» **What you have to do**:
Could you filter the material and copy every line where the word "buttons" occurs?

--- Supplied information Enclosed Below ---

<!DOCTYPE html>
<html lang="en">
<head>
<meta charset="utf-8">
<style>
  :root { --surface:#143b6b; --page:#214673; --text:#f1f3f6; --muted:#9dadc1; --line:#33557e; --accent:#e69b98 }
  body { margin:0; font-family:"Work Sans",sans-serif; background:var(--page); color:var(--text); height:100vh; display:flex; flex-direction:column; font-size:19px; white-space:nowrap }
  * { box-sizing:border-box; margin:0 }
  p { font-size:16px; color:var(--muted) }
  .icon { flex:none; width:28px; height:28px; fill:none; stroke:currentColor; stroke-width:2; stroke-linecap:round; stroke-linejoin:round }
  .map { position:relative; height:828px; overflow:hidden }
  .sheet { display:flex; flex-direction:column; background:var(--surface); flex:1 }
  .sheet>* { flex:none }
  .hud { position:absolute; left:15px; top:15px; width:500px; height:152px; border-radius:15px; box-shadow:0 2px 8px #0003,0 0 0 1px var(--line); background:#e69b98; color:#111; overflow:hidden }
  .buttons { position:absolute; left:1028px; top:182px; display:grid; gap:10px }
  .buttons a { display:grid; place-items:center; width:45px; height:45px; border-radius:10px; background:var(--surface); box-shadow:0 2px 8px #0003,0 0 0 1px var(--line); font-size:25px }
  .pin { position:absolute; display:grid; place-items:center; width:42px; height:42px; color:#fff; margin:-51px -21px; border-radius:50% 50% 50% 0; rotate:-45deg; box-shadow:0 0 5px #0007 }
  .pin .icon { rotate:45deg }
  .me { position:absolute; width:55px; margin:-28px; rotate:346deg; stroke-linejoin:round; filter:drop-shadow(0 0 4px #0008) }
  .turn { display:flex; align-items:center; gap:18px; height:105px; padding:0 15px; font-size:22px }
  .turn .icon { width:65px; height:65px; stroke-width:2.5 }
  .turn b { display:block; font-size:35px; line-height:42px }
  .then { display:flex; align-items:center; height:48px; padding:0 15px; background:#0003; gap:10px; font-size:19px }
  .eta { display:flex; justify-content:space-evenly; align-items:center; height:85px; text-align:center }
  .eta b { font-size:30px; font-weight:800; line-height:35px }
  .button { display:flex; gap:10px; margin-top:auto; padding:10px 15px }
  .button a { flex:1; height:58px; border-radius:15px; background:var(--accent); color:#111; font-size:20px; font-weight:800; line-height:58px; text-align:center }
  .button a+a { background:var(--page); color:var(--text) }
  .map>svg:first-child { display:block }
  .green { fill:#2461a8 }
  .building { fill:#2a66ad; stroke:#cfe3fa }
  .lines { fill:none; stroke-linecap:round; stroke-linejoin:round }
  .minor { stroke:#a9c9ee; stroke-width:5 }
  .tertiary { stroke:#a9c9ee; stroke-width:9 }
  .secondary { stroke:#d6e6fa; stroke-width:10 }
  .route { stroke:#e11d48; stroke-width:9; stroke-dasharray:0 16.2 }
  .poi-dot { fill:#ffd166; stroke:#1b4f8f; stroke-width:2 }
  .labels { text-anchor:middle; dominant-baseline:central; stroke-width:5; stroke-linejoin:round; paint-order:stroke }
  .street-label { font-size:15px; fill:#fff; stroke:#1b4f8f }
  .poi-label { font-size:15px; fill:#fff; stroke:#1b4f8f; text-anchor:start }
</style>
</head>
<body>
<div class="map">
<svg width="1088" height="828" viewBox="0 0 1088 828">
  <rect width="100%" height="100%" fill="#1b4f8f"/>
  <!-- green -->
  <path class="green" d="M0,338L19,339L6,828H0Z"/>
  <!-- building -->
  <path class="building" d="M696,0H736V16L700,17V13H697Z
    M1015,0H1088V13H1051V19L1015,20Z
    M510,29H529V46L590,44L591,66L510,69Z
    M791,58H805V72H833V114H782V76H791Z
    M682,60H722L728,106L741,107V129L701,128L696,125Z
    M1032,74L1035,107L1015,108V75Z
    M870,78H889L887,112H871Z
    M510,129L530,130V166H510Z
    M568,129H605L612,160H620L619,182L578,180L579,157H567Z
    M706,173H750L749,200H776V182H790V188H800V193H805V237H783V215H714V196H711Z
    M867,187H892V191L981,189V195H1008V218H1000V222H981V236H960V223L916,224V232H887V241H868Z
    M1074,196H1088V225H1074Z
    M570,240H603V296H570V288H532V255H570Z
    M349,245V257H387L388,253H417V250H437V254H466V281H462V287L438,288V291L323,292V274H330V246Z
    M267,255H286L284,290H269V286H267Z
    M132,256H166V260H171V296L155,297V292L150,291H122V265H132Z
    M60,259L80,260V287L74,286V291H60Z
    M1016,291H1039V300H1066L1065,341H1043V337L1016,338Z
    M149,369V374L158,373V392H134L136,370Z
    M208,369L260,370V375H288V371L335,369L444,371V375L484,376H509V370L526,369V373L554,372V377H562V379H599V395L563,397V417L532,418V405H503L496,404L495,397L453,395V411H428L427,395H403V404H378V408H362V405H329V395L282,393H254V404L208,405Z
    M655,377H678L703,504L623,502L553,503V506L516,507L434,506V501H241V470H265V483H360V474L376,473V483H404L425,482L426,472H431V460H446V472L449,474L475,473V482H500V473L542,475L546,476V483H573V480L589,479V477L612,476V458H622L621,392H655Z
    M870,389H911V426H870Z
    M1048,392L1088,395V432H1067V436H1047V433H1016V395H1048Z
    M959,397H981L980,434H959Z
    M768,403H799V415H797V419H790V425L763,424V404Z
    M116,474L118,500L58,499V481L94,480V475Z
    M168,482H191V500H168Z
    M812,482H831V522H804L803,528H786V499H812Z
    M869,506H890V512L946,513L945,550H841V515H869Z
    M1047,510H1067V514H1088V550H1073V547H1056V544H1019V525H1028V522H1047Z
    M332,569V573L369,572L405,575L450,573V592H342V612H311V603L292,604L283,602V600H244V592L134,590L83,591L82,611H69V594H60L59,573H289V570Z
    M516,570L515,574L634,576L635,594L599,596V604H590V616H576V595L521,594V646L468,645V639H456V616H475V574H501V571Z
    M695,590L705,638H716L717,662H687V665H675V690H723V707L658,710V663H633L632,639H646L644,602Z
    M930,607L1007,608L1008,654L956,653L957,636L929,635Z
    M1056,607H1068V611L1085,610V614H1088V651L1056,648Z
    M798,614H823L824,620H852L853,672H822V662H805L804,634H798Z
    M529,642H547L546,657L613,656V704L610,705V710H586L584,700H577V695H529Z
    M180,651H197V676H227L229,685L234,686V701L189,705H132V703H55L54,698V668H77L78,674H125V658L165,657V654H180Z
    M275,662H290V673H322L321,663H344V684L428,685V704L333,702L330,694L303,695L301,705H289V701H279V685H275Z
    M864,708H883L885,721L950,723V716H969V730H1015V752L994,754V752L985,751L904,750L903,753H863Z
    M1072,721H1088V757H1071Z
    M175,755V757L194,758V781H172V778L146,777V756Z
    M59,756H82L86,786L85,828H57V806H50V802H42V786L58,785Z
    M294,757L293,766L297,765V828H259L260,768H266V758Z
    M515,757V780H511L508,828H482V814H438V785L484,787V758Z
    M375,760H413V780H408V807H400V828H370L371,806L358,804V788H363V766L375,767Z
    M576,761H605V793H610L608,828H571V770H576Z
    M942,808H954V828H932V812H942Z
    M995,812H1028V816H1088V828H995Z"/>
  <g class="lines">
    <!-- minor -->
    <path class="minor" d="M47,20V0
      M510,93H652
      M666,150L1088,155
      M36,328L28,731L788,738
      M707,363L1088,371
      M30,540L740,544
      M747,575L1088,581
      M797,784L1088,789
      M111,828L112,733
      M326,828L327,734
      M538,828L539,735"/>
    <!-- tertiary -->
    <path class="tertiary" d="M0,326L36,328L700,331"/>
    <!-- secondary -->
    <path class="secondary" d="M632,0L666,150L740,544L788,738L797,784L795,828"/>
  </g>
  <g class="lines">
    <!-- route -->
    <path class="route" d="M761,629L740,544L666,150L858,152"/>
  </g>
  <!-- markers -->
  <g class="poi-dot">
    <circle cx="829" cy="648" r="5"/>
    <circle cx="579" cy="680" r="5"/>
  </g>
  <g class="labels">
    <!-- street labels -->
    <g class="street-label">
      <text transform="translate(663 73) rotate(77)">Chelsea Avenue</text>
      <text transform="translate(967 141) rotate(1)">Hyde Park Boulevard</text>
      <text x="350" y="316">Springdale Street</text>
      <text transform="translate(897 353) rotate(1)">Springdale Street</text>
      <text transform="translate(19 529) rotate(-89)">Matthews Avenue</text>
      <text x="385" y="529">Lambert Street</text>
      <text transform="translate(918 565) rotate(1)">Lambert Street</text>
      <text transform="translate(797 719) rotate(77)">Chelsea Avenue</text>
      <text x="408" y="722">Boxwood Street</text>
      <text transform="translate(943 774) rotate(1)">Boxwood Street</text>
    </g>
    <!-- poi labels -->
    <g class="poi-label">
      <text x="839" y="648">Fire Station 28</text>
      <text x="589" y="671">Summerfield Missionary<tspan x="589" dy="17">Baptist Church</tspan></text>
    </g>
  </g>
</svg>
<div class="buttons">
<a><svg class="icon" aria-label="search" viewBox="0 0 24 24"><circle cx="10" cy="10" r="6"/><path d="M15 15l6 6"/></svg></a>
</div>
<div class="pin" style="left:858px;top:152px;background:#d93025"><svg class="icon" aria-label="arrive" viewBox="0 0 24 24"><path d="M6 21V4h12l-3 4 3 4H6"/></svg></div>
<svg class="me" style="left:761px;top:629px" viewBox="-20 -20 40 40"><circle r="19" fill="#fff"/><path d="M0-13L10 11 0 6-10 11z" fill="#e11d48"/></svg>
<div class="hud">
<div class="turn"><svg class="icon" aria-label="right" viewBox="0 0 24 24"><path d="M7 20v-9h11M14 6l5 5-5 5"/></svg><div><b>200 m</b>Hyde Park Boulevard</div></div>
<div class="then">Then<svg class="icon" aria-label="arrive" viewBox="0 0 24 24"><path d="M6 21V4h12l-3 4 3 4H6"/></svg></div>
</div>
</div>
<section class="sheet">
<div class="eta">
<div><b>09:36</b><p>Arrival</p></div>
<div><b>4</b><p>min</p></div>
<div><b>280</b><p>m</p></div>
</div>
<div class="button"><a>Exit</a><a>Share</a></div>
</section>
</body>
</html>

--- End of Enclosed Supplied information ---

» **Task output**:
  .buttons { position:absolute; left:1028px; top:182px; display:grid; gap:10px }
  .buttons a { display:grid; place-items:center; width:45px; height:45px; border-radius:10px; background:var(--surface); box-shadow:0 2px 8px #0003,0 0 0 1px var(--line); font-size:25px }
<div class="buttons">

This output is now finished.